Problem with vcftools comparison, results dont make sense
1
0
Entering edit mode
5.1 years ago
rafa.rios.50 ▴ 60

I was testing vcftools to compare variants called from different programs and obtain a consensus from the callers. But the results I'm getting just dont make any sense, thus I would like to know if there is something that I'm doing wrong.

The test consisted in select the last 15 variants from my vcf file with:

tail -n 15 vcffile > tail.vcf


Then call vcftools to compare the original vcffile against its 15 last variants to obtain a vcf file with only those variants as output:

vcftools --vcf complete_vcf.vcf --diff tail.vcf --out tmp --diff-site


The output from vcftools is:

VCFtools - 0.1.15 (C) Adam Auton and Anthony Marcketta 2009

Parameters as interpreted: --vcf complete_vcf.vcf --out tmp --diff tail.vcf --diff-site

After filtering, kept 1 out of 1 Individuals Comparing sites in VCF files...

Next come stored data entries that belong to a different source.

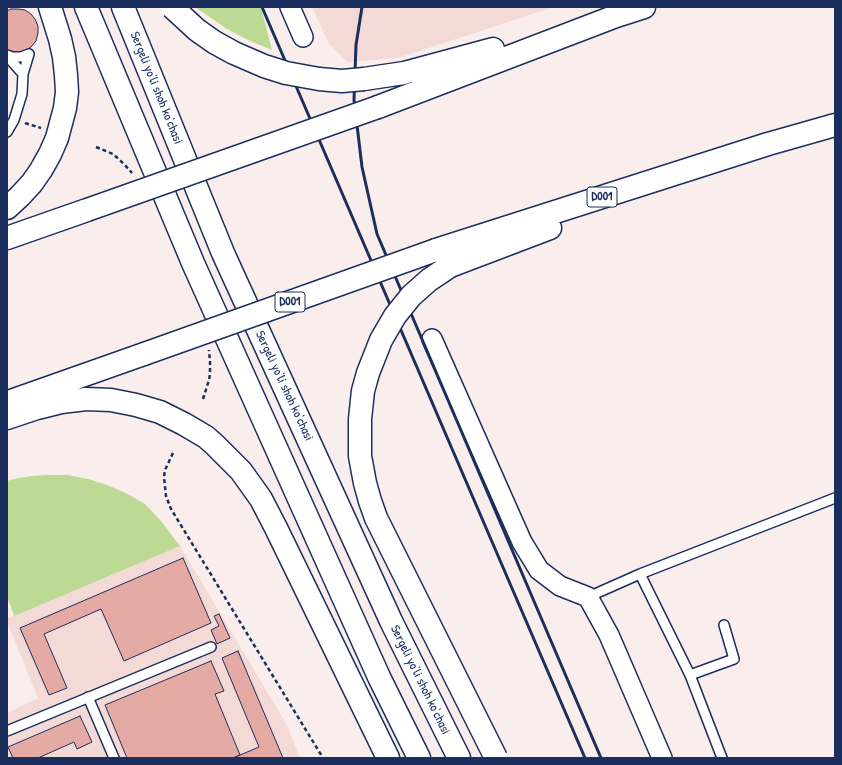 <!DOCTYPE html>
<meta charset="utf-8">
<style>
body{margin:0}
#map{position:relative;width:842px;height:765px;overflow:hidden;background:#faeeed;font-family:"Patrick Hand",sans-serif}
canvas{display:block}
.frame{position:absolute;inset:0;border:8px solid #1b2f5e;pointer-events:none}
</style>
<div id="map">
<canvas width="842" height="765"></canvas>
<div class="frame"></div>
</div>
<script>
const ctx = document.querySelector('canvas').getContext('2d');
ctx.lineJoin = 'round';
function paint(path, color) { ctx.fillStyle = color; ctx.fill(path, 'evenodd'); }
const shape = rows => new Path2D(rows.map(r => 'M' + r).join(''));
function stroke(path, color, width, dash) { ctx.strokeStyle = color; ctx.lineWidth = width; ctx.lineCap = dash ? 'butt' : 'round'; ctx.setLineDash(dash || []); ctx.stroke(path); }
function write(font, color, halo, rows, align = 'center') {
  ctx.font = font + ' "Patrick Hand",sans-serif'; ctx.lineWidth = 3.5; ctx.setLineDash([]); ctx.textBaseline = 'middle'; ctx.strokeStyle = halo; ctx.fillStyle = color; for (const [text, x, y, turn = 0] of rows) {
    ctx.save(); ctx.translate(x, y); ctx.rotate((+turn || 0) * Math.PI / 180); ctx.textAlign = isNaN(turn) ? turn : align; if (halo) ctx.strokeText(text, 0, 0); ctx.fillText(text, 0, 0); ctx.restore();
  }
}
paint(shape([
 [312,7,554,7,398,58,347,62,329,44],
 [180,546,287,725,300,758,7,758,7,713,38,698,7,622,7,618]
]), '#f4dad7');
paint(shape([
 [195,7,261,7,272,50,250,41,227,29],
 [48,475,68,475,88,479,107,485,126,493,145,504,161,521,180,546,14,616,7,596,7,481,14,479,31,476]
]), '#bcda93');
const building = shape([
 [11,9,18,9,25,10,31,14,35,19,38,26,38,33,36,41,31,47,25,51,18,52,10,51,7,50,7,11,11,9],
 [183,558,211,623,124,661,101,609,44,634,67,688,49,695,20,628,183,558],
 [219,614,230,638,217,644,211,630,219,626,214,616,219,614],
 [238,651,283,758,233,758,259,747,222,658,238,651],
 [211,661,224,691,215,694,240,755,233,758,127,758,105,705,211,661],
 [80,716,92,742,77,749,74,742,38,758,13,758,8,747,80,716]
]);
paint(building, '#e5aaa3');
stroke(building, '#1b2f5e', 1);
const service = shape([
 [7,55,12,57,21,57,29,54],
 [7,56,23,74,29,54],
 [7,132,14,120,22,94,23,74],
 [640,574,690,675,722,758],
 [588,597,640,574,835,498],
 [690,675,734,659,724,625],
 [88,697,114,758],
 [7,731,211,647]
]);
const minor = shape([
 [290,7,303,37],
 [432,339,522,542,539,570,560,586,588,597,609,635,662,758]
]);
const primary = shape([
 [86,7,193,263,379,677,419,758],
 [123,7,223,253,391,621,459,758]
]);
const trunk = shape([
 [364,79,404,73,493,49],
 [378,107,616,16,644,7],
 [7,208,20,196,32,183,41,170,50,154,57,138,65,108,67,92,66,75,64,57,60,39,50,7],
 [7,238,87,210],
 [436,250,768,144,835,125],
 [450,266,550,228],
 [8,402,144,354],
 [7,418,37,408,61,402,86,399,111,400,136,405,160,412,184,424,206,437,215,445,241,471,261,499,276,528,388,758]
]);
stroke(service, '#1b2f5e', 12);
stroke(minor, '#1b2f5e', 22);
stroke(primary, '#1b2f5e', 25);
stroke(trunk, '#1b2f5e', 25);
stroke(shape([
 [25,123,41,128],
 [96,147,113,154,124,164,132,173],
 [203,399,209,380,210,374,210,362,209,350],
 [173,453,165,470,164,477,166,496,171,509,323,758]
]), '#1b2f5e', 2.5, [4, 3]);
stroke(service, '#fff', 9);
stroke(minor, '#fff', 19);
stroke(primary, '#fff', 22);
stroke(trunk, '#fff', 22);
stroke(shape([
 [262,7,585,758],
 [362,7,356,45,354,100,362,167,377,234,601,758]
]), '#1b2f5e', 3);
const trunkBridge = shape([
 [172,7,197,30,214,42,234,53,264,66,286,73,319,79,342,81,364,79],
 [87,210,378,107],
 [450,266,429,280,411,296,395,316,381,340,368,373,363,391,360,419,360,456,365,483,370,501,376,518,496,758],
 [144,354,436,250]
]);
stroke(trunkBridge, '#1b2f5e', 25, []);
stroke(trunkBridge, '#fff', 22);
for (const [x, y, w] of [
 [602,197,30],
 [290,302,30]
]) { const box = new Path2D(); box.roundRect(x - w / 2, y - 10, w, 20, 3); ctx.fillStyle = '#fff'; ctx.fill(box); stroke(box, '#1b2f5e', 1); }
write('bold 12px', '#1b2f5e', null, [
 ["D001",602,197],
 ["D001",290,302]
]);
write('13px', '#1b2f5e', '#fff', [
 ["Sergeli yo‘li shoh ko‘chasi",156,88,68],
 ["Sergeli yo‘li shoh ko‘chasi",284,386,65],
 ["Sergeli yo‘li shoh ko‘chasi",420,680,64]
]);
</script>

Found 14 sites common to both files.

Found 58055 sites only in main file.

Found 0 sites only in second file.

Found 0 non-matching overlapping sites.

After filtering, kept 58069 out of a possible 58069 Sites

Run Time = 1.00 seconds

And when I check for the number of non comment lines in the tmp.recode.vcf the result is not 15.

grep -cv "#" tmp.diff.sites_in_files
58055


Can someone explain to me why is this happening or what I'm doing wrong?

Or if there is any other tool to obtain that consensus among variants from different callers out there

Thanks

SNP vcftools comparison • 1.8k views
0
Entering edit mode
5.1 years ago
Ram 36k

Your second file is not a VCF file - it needs a header.

Try copying all the ^[#] lines from your principal VCF file and then compare, you should see results that make sense.